> [Available data]:
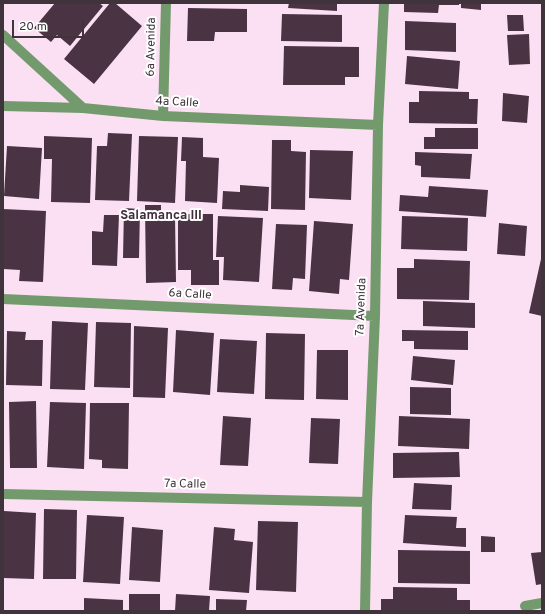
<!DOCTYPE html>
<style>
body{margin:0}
#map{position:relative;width:545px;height:614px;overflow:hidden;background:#fbe0f3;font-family:Overpass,sans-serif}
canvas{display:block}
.frame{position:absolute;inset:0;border:4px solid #3f343c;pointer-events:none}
.scale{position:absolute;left:12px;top:20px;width:72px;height:18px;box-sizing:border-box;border:2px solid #3f343c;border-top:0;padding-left:5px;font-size:12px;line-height:14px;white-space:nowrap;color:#3f343c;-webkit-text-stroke:3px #fff;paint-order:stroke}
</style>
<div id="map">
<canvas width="545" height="614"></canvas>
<div class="frame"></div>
<div class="scale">20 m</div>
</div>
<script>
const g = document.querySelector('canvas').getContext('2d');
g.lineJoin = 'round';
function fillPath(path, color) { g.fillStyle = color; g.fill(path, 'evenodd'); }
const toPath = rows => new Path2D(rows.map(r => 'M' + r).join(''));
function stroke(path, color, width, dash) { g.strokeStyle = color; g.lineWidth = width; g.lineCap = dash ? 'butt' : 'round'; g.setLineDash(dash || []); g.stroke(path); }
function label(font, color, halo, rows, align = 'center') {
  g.font = font + ' Overpass,sans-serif'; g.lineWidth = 4; g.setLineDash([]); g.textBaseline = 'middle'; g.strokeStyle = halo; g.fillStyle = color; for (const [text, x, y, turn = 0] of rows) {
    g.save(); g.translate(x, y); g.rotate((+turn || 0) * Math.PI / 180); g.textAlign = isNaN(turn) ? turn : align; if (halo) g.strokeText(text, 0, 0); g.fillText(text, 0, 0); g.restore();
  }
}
fillPath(toPath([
 [55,3,99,3,103,6,70,46,57,35,51,42,34,28],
 [110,3,115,3,142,26,94,84,64,59],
 [289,3,337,3,337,11,288,8],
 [404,3,459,3,459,5,439,5,438,13,404,12],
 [461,3,481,3,481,10,461,8],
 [188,8,247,9,247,32,215,32,214,41,187,41],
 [282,14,342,15,342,42,281,41],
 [507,15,523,15,524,31,508,31],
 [405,21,456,23,456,52,405,50],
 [529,34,530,64,509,65,507,35],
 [284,46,359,47,359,77,345,77,345,85,283,85],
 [407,56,460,61,458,89,405,84],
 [419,91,469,92,469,99,478,99,477,124,409,123,409,102,419,102],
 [503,93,529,96,527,123,502,121],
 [435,128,478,128,478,149,424,149,424,137,435,137],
 [108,133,132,134,129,201,95,200,97,146,107,146],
 [44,136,92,138,90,203,51,202,52,159,44,159],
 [139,136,178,137,175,203,137,201],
 [182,137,203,138,203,157,219,158,217,203,185,201,186,161,181,161],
 [272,140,291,140,291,151,306,152,305,210,271,209],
 [7,146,42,148,39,199,4,196],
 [310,150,353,151,351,200,309,198],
 [415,152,472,154,470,179,421,177,421,166,415,165],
 [240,185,269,187,268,211,222,209,223,191,240,192],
 [429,186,488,190,486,217,399,211,400,195,428,197],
 [145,205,161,205,161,216,175,216,176,282,146,283],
 [124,208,140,209,139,258,123,258],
 [3,209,46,211,43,282,19,281,20,270,3,269],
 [178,214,213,214,213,260,219,260,219,285,191,285,191,270,178,270],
 [104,215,119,215,117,266,92,265,92,231,103,232],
 [218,216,263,218,259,282,223,280,224,257,216,257],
 [402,216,468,218,467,251,401,249],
 [314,221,353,224,349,280,340,279,339,294,309,291],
 [499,223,527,226,525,256,497,254],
 [276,224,307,225,305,279,293,278,292,290,272,289],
 [414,259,470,261,469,300,397,299,397,268,414,268],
 [541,259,542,259,542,316,529,313],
 [423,301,475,303,475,328,423,326],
 [52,321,88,323,85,390,50,389],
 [96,322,131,323,130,388,94,387],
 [134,326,168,328,165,398,133,397],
 [176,330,214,333,210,395,173,392],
 [402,330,468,331,468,350,414,349,414,341,402,341],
 [7,331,26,332,25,340,43,340,42,386,6,385],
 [266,333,305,334,304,400,265,399],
 [220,339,257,341,254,394,217,392],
 [317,350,348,350,348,400,316,399],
 [413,356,455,360,453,385,411,380],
 [410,387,451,388,451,415,410,414],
 [36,401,37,468,10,468,9,402],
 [50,402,86,403,84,469,47,467],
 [90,403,129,403,128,469,102,468,102,460,89,459],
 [223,416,251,418,248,466,220,465],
 [399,416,470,419,469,449,398,446],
 [311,418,340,419,338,464,309,463],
 [459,452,460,477,393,478,393,453],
 [414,483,452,485,451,510,412,509],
 [44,509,77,510,76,579,43,579],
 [4,511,36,513,34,579,3,578],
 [87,515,124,517,120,584,83,582],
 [405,515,457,517,456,528,466,528,466,547,403,543],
 [258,521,298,522,296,592,256,590],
 [132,527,163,530,160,582,129,580],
 [214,527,235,529,234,540,253,542,249,593,209,590],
 [481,536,495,537,495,552,481,552],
 [398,550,470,551,470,584,398,583],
 [542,552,542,584,536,585,531,553],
 [393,587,457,588,457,600,470,600,470,611,381,611,381,599,393,599],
 [129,594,160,594,160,611,129,611],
 [176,594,210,596,209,611,175,611],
 [84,598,123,600,123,611,84,611],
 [216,599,247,600,246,611,216,611]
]), '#4a3444');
stroke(toPath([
 [3,35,83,108,163,116,378,125],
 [3,106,83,108],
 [163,116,166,3],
 [3,299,375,316],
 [3,494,367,502],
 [525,606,542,603],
 [365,611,367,502,375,316,378,125,384,3]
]), '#739a6d', 10);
label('12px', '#3f343c', '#fff', [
 ["6a Avenida",152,47,-89],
 ["4a Calle",177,103,3],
 ["6a Calle",190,295,3],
 ["7a Avenida",362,307,-88],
 ["7a Calle",185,485,1]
]);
label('bold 13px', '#412c3b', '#fff', [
 ["Salamanca III",161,216]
]);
</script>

> [Exercise]: Each line of the data that has the string "align" should be returned.

> [Solution for this task]:
function label(font, color, halo, rows, align = 'center') {
    g.save(); g.translate(x, y); g.rotate((+turn || 0) * Math.PI / 180); g.textAlign = isNaN(turn) ? turn : align; if (halo) g.strokeText(text, 0, 0); g.fillText(text, 0, 0); g.restore();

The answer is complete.